Dacron is the white filling that comes in pillows or Teddy bears. It is bought at cloth and material shops and does not cost much. Dacron is also used in some fish tank filters and can thus also be sourced from pet shops.

I use a Lee classic loader to reload for the .303 British. It is portable and produce accurate reloads. Because it only neck sizes the brass, it increases case life significantly. I try to avoid using the priming tool though, it does set off primers more frequently than I would like. Not really dangerous but unpleasant. The Lee hand priming tool works much more reliably.


The loads I tried are comparible to .38 special in performance but with the distinct benefit of being subsonic and with very low recoil. In fact the report from the shots are so soft that I do not need to wear ear plugs. It’s only a little louder than an air rifle, an angle grinder makes more noise than my .303 with these loads.

Shots from an off hand standing position, fired at 25 meters were remarkably accurate and consistent as seen in the photo above.

They would certainly be accurate enough and have sufficient knock down power to take small game at closer distances.

This load has put new life in Oupa’s old .303 sporter and I can shoot safely it at our suburban pistol range without waking up the neighborhood with loud bangs.



Very useful articles from Man MAGNUM magazine are found in the

May 2000 edition p. 27 “Reduced Rifle Loads” and 
December 1991 p. 61 “Plinking Loads for the .303”.

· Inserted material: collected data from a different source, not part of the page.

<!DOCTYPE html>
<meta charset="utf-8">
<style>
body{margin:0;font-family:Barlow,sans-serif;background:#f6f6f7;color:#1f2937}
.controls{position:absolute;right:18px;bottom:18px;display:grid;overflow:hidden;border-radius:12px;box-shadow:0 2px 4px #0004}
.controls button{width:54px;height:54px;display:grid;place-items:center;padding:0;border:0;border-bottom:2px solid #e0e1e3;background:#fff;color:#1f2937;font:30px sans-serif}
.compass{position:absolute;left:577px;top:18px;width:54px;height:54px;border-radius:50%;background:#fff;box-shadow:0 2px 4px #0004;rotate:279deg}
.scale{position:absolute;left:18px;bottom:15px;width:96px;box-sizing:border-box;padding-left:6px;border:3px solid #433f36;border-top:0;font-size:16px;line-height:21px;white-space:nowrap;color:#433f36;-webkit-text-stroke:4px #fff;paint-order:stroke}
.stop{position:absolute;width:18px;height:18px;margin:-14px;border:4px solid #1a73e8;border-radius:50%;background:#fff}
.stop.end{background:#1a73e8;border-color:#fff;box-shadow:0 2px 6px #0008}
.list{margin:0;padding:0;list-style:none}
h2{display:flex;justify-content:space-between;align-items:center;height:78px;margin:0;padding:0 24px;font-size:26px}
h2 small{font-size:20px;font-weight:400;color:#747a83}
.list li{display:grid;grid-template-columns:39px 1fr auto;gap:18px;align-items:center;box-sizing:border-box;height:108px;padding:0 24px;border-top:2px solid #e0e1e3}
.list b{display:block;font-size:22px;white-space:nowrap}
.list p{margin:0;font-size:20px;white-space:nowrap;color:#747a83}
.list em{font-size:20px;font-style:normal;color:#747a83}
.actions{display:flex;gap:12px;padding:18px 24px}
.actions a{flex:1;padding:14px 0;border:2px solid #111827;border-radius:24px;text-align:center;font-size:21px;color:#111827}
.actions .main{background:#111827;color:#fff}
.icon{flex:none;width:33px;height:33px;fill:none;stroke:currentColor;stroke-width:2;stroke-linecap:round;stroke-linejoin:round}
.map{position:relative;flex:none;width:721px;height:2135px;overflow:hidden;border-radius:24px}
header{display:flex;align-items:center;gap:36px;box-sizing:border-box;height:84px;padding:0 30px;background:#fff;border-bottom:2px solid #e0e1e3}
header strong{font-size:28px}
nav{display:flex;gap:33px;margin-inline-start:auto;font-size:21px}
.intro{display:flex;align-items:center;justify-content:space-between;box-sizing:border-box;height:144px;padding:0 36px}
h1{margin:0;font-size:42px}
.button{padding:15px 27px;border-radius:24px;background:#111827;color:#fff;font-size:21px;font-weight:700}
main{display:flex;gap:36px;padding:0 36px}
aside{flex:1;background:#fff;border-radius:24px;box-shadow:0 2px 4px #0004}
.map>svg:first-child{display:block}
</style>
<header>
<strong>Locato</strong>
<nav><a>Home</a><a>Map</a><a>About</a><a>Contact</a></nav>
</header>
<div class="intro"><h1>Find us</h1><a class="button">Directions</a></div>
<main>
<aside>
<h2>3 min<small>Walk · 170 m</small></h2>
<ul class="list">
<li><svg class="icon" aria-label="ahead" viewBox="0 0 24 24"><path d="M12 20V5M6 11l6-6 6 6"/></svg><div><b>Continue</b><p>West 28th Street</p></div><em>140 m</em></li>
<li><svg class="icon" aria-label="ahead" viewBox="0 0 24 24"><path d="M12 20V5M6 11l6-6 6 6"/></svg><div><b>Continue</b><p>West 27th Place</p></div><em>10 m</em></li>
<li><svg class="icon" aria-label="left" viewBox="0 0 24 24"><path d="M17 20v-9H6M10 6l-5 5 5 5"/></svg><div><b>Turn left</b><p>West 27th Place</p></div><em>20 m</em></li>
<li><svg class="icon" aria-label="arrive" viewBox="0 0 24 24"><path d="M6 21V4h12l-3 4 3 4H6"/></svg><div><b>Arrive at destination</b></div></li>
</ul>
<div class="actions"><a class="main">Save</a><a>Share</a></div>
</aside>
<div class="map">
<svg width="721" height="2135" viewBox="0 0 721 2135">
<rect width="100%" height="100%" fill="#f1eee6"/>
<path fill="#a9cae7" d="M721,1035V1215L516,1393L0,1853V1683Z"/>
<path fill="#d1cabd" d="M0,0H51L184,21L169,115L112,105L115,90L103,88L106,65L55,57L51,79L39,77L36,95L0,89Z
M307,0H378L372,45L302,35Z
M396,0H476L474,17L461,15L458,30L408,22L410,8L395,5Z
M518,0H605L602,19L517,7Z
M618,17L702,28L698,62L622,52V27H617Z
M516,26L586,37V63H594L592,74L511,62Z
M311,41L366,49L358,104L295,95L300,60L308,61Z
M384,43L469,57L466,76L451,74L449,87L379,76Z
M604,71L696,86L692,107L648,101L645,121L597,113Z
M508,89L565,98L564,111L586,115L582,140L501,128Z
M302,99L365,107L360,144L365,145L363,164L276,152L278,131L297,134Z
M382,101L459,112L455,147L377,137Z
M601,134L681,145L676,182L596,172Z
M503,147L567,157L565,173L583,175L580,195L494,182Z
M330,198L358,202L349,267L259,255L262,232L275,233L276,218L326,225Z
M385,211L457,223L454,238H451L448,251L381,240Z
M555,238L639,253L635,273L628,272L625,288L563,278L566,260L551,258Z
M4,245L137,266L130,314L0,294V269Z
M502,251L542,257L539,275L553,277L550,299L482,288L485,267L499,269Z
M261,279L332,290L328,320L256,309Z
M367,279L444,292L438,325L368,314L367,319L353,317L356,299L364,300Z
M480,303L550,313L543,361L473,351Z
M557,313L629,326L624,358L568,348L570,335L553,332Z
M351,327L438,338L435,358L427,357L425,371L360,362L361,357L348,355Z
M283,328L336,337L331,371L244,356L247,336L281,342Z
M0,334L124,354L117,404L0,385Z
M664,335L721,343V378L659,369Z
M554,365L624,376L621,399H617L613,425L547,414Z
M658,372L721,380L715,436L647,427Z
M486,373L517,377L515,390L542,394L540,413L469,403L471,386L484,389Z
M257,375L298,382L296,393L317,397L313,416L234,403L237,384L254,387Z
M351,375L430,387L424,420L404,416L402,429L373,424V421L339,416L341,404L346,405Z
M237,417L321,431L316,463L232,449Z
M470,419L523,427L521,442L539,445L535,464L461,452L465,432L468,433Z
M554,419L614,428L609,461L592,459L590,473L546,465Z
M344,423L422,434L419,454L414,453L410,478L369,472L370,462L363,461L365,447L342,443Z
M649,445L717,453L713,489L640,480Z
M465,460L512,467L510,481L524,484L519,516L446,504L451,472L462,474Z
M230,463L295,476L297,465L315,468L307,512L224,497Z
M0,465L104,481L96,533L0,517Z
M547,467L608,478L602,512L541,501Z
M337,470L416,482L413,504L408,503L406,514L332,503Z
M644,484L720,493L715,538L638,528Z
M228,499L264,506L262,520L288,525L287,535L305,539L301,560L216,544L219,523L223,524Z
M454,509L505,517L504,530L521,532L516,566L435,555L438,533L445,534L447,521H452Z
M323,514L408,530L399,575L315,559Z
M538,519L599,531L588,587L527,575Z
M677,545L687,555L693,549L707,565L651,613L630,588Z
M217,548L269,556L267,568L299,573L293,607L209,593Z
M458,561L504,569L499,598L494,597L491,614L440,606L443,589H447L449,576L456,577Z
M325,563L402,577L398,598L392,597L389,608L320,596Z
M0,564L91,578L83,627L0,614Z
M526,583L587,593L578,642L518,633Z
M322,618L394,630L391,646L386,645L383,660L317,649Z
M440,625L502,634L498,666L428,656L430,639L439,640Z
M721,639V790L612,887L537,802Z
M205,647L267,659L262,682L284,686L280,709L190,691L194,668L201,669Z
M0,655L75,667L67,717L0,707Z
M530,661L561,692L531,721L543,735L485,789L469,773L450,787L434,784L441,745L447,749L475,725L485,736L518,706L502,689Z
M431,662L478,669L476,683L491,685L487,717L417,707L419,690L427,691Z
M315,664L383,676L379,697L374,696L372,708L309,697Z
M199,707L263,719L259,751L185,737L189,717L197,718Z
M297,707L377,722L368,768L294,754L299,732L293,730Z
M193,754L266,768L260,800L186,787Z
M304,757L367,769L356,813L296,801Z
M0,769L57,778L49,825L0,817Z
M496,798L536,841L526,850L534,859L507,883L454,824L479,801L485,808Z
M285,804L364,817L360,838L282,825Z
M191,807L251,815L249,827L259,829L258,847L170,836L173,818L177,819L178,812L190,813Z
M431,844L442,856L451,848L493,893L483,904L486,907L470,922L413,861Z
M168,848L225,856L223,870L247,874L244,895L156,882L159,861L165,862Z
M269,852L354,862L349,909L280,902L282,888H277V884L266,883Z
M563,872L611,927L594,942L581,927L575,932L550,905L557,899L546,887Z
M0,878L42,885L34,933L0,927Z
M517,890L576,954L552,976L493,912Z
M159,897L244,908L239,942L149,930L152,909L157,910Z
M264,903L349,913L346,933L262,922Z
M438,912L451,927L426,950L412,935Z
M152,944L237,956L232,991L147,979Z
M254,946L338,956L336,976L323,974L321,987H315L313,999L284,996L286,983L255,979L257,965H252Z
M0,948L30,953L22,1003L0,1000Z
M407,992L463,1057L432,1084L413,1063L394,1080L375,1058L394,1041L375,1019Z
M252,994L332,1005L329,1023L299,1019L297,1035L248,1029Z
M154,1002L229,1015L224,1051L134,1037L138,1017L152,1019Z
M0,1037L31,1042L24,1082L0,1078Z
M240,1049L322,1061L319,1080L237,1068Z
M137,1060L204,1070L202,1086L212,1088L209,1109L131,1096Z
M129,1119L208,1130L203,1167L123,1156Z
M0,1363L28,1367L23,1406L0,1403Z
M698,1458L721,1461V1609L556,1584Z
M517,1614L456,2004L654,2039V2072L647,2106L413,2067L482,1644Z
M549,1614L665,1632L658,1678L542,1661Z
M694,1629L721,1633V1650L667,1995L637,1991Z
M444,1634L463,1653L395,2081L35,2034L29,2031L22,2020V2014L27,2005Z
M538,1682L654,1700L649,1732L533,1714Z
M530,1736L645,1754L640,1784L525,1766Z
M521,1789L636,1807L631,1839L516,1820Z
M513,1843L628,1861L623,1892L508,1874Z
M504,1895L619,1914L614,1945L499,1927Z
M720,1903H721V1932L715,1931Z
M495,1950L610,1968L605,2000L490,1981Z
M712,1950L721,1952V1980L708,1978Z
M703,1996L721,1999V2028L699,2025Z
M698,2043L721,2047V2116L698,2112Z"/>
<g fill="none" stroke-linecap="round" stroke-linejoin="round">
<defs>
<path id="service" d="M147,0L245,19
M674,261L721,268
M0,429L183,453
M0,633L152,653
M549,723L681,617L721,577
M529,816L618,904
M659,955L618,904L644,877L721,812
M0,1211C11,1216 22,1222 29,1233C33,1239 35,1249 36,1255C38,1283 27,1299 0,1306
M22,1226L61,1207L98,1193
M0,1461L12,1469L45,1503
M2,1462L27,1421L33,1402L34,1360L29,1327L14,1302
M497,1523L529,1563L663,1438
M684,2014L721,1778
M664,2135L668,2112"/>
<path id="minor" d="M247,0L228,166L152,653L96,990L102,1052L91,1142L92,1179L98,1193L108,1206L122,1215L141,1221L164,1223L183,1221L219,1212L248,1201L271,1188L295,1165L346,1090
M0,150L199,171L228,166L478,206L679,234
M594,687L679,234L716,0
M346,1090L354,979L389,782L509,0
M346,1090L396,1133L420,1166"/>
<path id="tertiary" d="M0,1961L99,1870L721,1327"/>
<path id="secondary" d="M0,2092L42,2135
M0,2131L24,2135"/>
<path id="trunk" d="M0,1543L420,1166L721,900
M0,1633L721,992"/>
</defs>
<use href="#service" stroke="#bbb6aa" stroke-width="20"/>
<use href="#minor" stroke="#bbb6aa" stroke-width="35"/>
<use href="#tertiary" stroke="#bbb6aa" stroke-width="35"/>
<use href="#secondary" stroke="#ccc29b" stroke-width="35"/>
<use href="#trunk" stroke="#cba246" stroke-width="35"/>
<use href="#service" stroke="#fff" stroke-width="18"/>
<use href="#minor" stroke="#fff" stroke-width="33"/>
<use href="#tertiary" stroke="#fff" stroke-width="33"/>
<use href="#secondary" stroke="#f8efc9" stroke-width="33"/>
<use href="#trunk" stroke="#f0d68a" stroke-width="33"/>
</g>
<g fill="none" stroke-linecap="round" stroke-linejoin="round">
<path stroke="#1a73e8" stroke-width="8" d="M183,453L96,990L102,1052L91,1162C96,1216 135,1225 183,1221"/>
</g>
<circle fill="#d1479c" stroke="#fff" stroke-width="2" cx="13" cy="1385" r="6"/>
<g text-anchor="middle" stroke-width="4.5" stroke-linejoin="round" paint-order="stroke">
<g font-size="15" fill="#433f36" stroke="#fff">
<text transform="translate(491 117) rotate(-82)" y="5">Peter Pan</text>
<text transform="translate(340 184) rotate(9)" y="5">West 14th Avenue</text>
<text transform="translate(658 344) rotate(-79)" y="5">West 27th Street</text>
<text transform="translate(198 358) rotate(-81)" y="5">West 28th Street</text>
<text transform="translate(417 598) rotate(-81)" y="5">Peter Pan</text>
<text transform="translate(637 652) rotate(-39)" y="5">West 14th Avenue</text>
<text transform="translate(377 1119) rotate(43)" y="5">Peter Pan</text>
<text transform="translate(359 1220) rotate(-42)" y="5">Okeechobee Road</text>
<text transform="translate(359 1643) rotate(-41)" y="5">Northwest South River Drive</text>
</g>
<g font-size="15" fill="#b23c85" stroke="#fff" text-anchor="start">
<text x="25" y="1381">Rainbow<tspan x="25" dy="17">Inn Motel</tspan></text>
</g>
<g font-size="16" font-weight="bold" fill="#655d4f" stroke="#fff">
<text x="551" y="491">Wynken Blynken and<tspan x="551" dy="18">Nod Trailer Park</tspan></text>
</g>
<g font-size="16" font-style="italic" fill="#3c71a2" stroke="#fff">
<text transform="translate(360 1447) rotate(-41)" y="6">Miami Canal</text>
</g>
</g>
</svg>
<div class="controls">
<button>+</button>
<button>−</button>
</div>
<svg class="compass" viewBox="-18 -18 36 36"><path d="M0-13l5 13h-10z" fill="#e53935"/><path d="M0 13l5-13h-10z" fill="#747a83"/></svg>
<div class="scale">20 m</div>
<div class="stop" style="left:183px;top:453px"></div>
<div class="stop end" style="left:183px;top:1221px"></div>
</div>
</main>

During a follow up shoot 2 weeks later with 4,5gn MS200 loads at 50m the results were also very satisfactory. With a bit of practise these results can definitely improve. Also consider that iron sights are being used.


Range 50m with sights set at 300 yards


That target is awfully small at 50 meters. One should perhaps also consider 50m the maximum effective range of these loads.


Near original BSA sporter model 4b complete with original French walnut stock.